*** Information shown
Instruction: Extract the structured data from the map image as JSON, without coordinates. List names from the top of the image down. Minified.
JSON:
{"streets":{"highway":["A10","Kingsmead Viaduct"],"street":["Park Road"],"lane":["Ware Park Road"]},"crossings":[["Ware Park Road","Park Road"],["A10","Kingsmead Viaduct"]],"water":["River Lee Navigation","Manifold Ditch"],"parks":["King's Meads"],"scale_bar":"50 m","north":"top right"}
******
*** Information shown
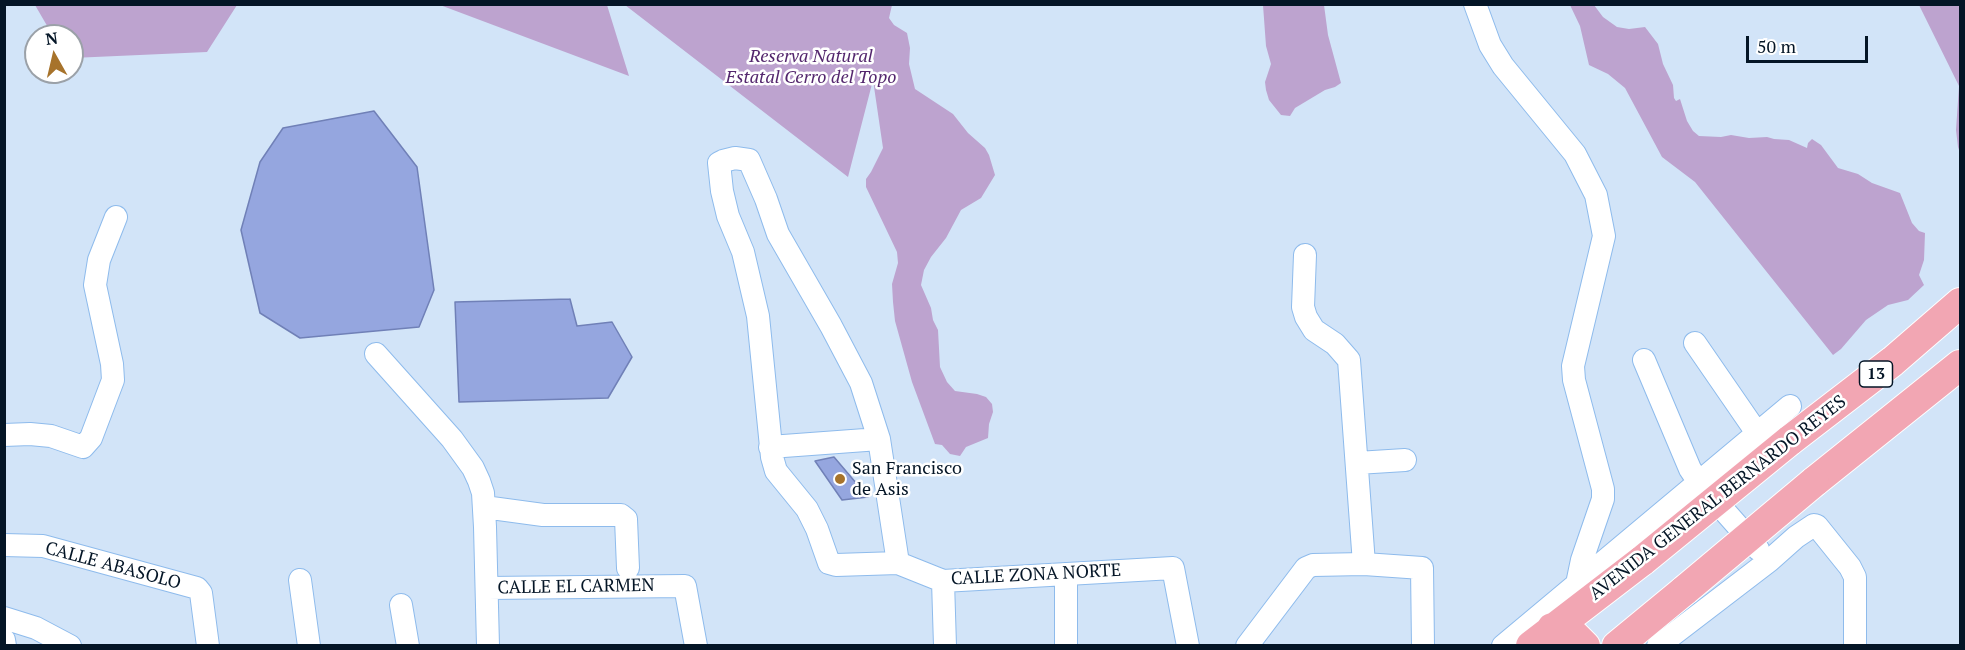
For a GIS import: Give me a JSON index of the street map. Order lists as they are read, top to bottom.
******
*** Information shown
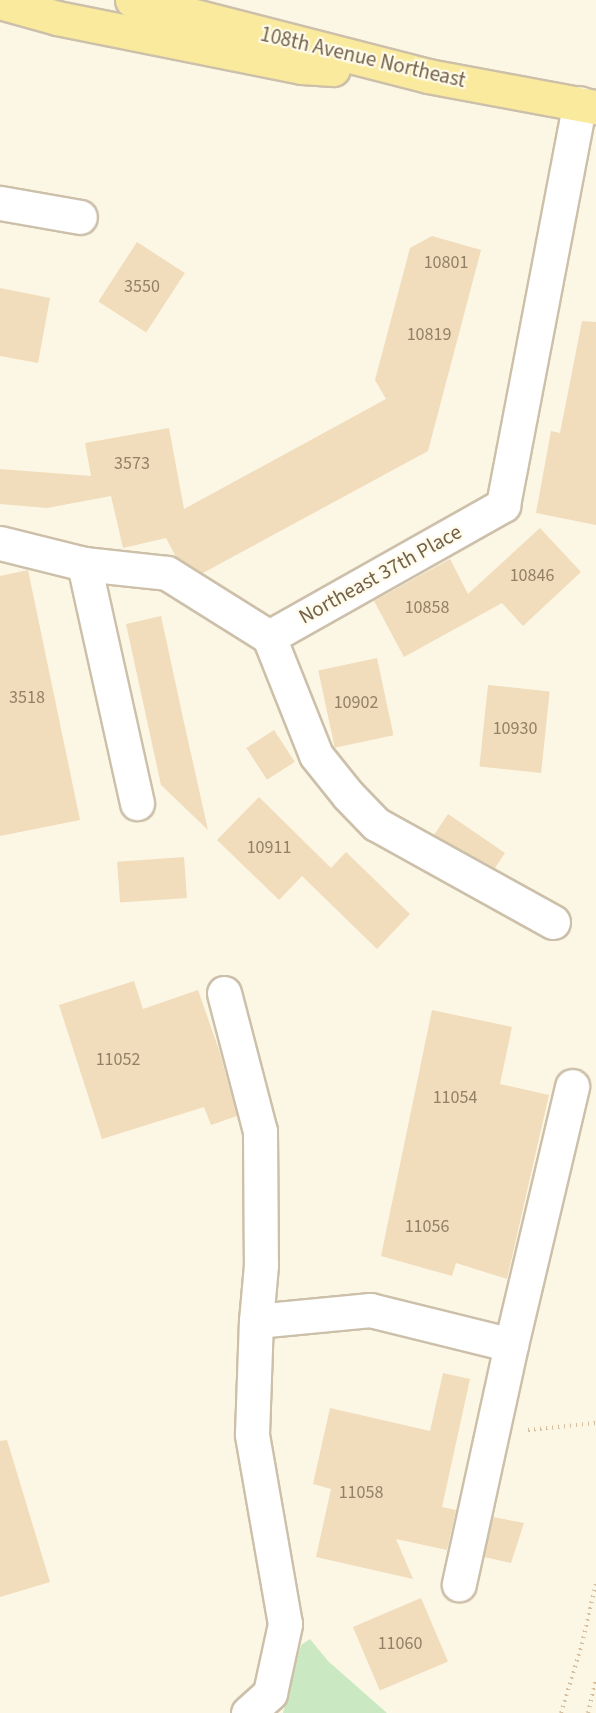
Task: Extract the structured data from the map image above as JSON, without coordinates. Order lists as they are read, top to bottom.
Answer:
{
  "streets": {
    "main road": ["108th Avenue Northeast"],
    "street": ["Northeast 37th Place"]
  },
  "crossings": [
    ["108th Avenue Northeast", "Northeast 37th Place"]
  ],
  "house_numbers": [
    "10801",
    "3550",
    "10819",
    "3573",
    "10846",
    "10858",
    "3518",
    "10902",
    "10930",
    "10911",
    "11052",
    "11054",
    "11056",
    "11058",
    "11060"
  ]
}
******
**What you need to do**
Copy out every line in the records where the word "lists" is found.

**Task result**
For a GIS import: Give me a JSON index of the street map. Order lists as they are read, top to bottom.
Task: Extract the structured data from the map image above as JSON, without coordinates. Order lists as they are read, top to bottom.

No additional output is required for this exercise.